■ **GIVEN DATA**:
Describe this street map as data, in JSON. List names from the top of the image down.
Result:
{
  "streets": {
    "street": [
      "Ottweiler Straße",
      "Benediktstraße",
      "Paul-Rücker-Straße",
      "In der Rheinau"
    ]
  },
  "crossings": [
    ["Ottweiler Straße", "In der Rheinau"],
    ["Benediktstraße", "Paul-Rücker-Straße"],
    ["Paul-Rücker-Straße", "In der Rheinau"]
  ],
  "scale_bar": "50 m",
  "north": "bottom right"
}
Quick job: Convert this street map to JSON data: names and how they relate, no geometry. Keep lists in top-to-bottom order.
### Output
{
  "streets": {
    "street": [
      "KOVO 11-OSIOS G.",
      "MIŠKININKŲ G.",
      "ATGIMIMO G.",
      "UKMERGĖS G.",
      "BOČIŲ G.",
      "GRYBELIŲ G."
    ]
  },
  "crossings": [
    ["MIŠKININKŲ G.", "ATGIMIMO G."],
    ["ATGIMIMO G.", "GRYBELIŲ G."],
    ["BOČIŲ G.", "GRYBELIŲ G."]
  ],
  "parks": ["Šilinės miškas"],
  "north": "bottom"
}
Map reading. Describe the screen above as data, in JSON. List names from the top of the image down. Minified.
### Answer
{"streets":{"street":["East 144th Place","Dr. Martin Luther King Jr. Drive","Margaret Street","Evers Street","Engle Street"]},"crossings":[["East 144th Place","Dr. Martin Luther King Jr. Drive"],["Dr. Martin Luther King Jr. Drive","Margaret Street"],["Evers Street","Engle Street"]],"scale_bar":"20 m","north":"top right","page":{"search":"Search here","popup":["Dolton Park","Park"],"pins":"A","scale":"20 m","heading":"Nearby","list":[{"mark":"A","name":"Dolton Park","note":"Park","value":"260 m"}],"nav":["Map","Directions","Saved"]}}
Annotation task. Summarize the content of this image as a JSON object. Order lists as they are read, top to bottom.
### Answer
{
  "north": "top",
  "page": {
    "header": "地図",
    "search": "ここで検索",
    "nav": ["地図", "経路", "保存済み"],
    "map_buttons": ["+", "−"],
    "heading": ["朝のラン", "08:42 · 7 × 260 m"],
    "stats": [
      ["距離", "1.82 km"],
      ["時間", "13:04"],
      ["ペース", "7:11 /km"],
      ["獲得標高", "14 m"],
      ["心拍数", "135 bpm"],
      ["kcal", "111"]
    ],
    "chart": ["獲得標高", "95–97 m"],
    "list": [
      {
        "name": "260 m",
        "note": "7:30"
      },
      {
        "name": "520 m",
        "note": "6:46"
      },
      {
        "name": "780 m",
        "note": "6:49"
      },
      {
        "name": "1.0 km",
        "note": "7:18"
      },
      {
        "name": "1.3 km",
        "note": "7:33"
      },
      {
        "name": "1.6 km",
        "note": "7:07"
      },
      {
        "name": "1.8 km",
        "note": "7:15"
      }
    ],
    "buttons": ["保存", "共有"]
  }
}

■ **TASK ITEM**: Each entry above is to be printed again exactly.

■ **RESPONSE TO THIS EXERCISE**:
Describe this street map as data, in JSON. List names from the top of the image down.
Result:
{
  "streets": {
    "street": [
      "Ottweiler Straße",
      "Benediktstraße",
      "Paul-Rücker-Straße",
      "In der Rheinau"
    ]
  },
  "crossings": [
    ["Ottweiler Straße", "In der Rheinau"],
    ["Benediktstraße", "Paul-Rücker-Straße"],
    ["Paul-Rücker-Straße", "In der Rheinau"]
  ],
  "scale_bar": "50 m",
  "north": "bottom right"
}
Quick job: Convert this street map to JSON data: names and how they relate, no geometry. Keep lists in top-to-bottom order.
### Output
{
  "streets": {
    "street": [
      "KOVO 11-OSIOS G.",
      "MIŠKININKŲ G.",
      "ATGIMIMO G.",
      "UKMERGĖS G.",
      "BOČIŲ G.",
      "GRYBELIŲ G."
    ]
  },
  "crossings": [
    ["MIŠKININKŲ G.", "ATGIMIMO G."],
    ["ATGIMIMO G.", "GRYBELIŲ G."],
    ["BOČIŲ G.", "GRYBELIŲ G."]
  ],
  "parks": ["Šilinės miškas"],
  "north": "bottom"
}
Map reading. Describe the screen above as data, in JSON. List names from the top of the image down. Minified.
### Answer
{"streets":{"street":["East 144th Place","Dr. Martin Luther King Jr. Drive","Margaret Street","Evers Street","Engle Street"]},"crossings":[["East 144th Place","Dr. Martin Luther King Jr. Drive"],["Dr. Martin Luther King Jr. Drive","Margaret Street"],["Evers Street","Engle Street"]],"scale_bar":"20 m","north":"top right","page":{"search":"Search here","popup":["Dolton Park","Park"],"pins":"A","scale":"20 m","heading":"Nearby","list":[{"mark":"A","name":"Dolton Park","note":"Park","value":"260 m"}],"nav":["Map","Directions","Saved"]}}
Annotation task. Summarize the content of this image as a JSON object. Order lists as they are read, top to bottom.
### Answer
{
  "north": "top",
  "page": {
    "header": "地図",
    "search": "ここで検索",
    "nav": ["地図", "経路", "保存済み"],
    "map_buttons": ["+", "−"],
    "heading": ["朝のラン", "08:42 · 7 × 260 m"],
    "stats": [
      ["距離", "1.82 km"],
      ["時間", "13:04"],
      ["ペース", "7:11 /km"],
      ["獲得標高", "14 m"],
      ["心拍数", "135 bpm"],
      ["kcal", "111"]
    ],
    "chart": ["獲得標高", "95–97 m"],
    "list": [
      {
        "name": "260 m",
        "note": "7:30"
      },
      {
        "name": "520 m",
        "note": "6:46"
      },
      {
        "name": "780 m",
        "note": "6:49"
      },
      {
        "name": "1.0 km",
        "note": "7:18"
      },
      {
        "name": "1.3 km",
        "note": "7:33"
      },
      {
        "name": "1.6 km",
        "note": "7:07"
      },
      {
        "name": "1.8 km",
        "note": "7:15"
      }
    ],
    "buttons": ["保存", "共有"]
  }
}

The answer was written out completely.